▸ Excerpts from a dataset
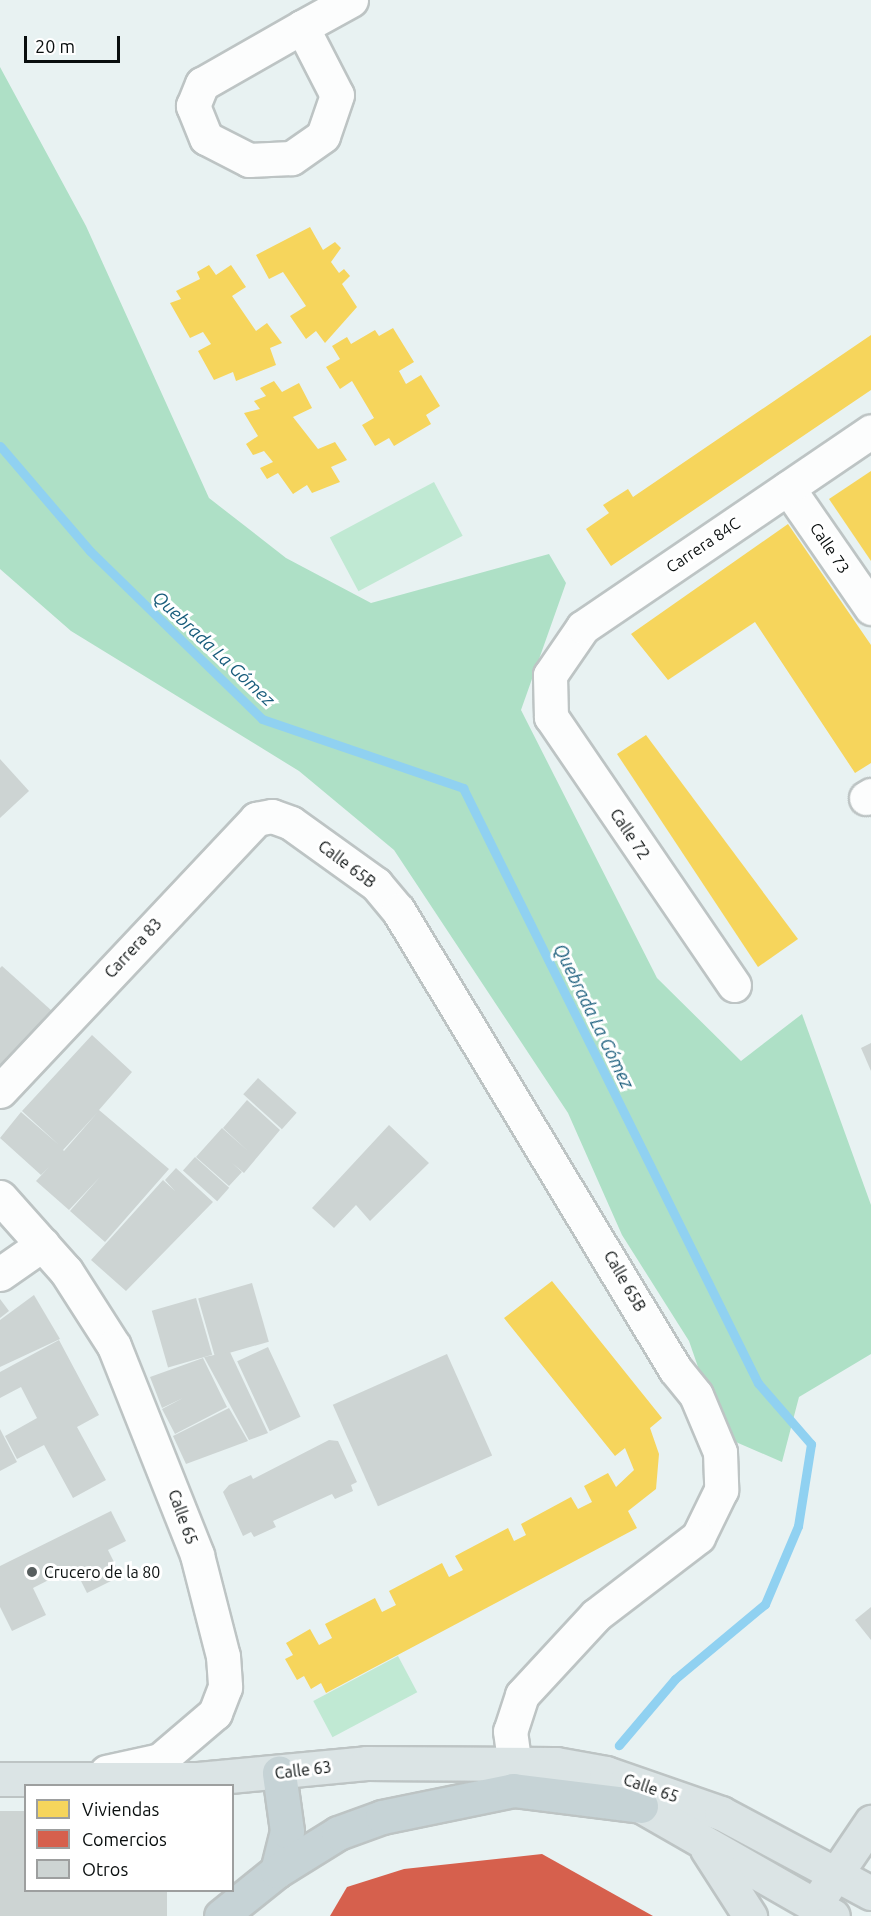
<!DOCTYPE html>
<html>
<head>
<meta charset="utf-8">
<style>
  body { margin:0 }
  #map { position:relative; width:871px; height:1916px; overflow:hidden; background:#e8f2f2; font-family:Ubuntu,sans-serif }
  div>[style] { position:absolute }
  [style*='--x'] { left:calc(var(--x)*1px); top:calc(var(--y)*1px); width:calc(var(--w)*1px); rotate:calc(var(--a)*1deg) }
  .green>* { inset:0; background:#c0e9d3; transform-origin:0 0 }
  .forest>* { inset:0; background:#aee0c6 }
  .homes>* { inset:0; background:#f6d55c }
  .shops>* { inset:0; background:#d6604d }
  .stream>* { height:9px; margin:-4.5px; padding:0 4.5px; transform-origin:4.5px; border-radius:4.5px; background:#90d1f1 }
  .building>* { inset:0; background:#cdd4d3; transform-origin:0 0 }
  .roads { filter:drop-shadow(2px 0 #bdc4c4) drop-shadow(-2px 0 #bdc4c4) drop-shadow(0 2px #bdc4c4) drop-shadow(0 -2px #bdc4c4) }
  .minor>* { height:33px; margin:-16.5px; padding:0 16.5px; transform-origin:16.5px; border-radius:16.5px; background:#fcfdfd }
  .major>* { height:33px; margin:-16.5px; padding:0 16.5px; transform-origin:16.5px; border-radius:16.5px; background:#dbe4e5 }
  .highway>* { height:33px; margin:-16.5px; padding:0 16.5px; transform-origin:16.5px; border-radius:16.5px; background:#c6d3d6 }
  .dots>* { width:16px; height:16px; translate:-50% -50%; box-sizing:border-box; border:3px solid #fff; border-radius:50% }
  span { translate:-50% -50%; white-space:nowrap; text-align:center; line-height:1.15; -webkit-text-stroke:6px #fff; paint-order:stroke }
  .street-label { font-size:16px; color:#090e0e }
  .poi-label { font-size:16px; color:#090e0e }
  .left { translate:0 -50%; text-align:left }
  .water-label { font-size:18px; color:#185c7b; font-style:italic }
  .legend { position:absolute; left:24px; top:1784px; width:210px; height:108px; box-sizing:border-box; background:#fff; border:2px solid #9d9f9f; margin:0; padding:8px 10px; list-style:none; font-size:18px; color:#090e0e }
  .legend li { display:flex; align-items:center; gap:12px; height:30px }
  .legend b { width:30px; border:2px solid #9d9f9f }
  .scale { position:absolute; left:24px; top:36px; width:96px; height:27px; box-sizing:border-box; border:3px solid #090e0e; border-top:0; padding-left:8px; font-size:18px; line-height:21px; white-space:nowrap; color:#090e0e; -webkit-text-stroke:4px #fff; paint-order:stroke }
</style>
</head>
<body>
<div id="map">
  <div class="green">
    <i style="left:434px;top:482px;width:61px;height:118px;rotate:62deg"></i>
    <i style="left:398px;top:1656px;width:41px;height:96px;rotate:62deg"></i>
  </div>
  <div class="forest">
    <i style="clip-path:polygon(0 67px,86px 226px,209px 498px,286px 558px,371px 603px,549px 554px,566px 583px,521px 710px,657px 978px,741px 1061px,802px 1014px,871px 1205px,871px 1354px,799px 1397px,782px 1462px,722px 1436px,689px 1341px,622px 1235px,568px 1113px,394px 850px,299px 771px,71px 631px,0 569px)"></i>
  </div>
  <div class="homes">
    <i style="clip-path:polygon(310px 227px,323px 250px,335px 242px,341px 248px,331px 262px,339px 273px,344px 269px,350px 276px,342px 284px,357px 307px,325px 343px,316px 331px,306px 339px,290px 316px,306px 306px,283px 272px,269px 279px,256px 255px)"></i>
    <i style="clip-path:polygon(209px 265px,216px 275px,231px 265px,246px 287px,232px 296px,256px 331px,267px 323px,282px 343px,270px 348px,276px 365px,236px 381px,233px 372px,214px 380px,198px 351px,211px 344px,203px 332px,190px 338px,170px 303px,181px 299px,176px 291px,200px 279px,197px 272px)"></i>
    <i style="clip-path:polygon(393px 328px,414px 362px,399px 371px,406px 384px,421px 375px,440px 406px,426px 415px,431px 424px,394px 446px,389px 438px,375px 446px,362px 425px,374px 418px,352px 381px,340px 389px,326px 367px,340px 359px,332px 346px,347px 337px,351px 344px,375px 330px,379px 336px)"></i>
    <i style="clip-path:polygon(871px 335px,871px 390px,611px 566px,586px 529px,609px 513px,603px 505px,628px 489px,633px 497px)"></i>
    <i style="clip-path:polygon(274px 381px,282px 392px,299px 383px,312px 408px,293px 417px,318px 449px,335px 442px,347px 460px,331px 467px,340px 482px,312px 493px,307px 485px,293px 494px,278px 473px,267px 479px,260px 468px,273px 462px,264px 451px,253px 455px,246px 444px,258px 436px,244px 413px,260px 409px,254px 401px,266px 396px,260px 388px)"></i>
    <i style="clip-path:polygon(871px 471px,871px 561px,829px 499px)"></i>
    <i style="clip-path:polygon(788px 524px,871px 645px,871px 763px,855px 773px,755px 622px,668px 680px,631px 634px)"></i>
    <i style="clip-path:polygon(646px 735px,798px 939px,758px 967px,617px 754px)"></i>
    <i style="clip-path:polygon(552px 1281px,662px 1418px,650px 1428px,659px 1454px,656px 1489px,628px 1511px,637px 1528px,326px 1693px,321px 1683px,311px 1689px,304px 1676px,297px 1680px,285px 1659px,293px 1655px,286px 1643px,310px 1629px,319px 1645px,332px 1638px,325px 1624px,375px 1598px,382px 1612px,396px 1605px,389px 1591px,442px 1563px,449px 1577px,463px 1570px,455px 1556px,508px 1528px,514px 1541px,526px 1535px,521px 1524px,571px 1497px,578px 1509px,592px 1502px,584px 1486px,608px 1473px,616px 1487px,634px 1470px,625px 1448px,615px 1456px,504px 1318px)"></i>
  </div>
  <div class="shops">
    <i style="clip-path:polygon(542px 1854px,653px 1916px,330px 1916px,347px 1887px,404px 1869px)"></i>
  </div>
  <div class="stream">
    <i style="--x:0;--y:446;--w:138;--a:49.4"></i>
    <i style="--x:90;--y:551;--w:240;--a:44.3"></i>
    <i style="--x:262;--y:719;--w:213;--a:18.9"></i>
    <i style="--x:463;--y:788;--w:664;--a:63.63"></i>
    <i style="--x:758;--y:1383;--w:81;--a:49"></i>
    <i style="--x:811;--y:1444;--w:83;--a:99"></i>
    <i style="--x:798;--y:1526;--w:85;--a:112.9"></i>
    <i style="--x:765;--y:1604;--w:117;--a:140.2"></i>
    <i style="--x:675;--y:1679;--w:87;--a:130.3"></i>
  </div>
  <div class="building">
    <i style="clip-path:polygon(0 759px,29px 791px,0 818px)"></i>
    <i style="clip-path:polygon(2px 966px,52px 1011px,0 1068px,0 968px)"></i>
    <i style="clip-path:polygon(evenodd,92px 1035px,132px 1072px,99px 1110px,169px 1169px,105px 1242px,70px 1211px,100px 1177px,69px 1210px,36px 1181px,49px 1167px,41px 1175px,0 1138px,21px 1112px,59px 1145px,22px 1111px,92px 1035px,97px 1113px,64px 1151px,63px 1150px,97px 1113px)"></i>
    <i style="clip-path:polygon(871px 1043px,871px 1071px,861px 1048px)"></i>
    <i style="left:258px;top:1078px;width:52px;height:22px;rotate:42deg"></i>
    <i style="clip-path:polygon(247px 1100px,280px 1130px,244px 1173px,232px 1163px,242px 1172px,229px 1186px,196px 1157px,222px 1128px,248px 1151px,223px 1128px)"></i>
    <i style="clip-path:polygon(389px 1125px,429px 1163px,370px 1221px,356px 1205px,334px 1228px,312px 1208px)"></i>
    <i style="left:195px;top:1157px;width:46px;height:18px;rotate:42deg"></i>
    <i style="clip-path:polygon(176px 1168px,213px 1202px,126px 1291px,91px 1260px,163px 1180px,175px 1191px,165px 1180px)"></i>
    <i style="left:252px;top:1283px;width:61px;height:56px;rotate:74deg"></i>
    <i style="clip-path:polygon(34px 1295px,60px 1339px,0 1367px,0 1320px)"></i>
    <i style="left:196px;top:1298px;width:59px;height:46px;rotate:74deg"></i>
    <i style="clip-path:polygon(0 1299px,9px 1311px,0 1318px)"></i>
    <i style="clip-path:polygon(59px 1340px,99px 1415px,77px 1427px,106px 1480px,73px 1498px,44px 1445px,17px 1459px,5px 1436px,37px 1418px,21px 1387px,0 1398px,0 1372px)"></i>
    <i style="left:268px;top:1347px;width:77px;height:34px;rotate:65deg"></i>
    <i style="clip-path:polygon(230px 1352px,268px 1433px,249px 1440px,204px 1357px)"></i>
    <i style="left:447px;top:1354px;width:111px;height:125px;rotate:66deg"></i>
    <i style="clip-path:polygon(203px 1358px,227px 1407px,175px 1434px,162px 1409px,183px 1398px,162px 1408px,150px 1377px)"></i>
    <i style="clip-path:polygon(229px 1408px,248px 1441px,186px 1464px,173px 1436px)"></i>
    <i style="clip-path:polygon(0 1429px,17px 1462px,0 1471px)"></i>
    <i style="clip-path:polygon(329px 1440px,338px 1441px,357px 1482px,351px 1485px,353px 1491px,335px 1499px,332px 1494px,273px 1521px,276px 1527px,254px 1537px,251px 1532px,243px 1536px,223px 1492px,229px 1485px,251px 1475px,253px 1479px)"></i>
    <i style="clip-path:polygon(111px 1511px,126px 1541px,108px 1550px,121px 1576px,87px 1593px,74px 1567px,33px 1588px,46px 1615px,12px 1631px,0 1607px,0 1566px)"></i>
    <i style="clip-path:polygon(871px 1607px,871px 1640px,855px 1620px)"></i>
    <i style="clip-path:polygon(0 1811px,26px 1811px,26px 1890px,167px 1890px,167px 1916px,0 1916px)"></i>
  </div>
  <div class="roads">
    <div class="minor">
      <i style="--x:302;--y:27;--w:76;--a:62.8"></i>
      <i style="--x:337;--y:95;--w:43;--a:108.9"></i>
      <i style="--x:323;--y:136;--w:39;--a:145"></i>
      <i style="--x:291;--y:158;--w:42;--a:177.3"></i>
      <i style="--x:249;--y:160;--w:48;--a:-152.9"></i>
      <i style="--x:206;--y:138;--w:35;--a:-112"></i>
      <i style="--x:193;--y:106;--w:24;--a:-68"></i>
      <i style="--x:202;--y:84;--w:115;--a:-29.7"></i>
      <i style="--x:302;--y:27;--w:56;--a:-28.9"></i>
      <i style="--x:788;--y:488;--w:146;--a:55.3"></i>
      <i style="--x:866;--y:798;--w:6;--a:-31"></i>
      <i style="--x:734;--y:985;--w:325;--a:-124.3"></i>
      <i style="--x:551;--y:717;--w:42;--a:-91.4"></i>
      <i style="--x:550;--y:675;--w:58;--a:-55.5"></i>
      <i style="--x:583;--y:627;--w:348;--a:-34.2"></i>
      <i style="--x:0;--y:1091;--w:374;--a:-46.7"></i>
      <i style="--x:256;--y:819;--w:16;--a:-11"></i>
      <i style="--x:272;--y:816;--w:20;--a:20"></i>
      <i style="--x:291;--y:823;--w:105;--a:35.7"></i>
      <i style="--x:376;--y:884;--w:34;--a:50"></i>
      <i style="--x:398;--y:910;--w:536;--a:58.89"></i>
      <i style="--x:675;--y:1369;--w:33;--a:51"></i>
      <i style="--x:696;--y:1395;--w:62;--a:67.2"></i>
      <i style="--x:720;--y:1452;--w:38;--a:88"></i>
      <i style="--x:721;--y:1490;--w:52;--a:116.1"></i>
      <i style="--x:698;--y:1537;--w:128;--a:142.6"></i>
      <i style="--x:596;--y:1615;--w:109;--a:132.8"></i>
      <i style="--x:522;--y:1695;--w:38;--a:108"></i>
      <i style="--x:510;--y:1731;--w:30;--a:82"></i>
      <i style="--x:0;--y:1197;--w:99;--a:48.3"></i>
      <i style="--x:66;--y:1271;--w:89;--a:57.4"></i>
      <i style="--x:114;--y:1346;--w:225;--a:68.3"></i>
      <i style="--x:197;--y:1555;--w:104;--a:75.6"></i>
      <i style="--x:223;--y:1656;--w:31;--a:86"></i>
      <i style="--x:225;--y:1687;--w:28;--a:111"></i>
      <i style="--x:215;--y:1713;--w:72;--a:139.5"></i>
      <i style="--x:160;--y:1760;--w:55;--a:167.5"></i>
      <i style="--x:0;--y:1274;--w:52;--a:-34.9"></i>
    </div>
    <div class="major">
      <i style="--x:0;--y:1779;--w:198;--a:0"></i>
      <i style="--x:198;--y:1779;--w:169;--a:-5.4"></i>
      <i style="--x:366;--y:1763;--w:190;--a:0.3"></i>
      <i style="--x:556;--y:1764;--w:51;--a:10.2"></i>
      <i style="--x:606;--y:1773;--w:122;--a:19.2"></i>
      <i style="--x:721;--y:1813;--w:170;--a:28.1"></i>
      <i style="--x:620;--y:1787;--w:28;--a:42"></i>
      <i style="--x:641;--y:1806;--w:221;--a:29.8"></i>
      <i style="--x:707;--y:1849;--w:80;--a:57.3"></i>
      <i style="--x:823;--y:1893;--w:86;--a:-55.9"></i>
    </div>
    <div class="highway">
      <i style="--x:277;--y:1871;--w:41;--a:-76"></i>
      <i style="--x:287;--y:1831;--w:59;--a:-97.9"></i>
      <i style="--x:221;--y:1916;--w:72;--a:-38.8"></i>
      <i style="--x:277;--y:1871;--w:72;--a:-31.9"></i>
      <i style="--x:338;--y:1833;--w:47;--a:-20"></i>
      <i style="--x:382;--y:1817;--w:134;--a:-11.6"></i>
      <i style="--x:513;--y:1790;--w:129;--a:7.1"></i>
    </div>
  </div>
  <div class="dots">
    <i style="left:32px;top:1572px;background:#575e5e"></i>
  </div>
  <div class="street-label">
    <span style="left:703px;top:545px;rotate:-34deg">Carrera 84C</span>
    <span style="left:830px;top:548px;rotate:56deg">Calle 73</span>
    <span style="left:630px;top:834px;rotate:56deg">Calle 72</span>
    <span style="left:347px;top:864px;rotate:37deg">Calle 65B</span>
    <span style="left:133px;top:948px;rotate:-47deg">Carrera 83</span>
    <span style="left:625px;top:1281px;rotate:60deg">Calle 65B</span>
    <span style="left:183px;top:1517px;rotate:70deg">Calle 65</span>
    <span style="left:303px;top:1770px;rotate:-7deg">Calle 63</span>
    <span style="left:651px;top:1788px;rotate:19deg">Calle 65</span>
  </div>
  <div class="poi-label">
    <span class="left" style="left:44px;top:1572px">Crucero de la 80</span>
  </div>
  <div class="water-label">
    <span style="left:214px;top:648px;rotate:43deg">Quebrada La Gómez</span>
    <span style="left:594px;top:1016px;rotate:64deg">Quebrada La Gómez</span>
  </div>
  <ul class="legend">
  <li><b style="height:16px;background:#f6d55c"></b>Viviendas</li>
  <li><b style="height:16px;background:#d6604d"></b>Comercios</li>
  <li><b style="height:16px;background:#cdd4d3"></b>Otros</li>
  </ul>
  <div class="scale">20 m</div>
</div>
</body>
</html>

▸ PROBLEM
Every line above carrying the word "Carrera" needs to be shown.

▸ ANSWER FOR THIS EXERCISE
    <span style="left:703px;top:545px;rotate:-34deg">Carrera 84C</span>
    <span style="left:133px;top:948px;rotate:-47deg">Carrera 83</span>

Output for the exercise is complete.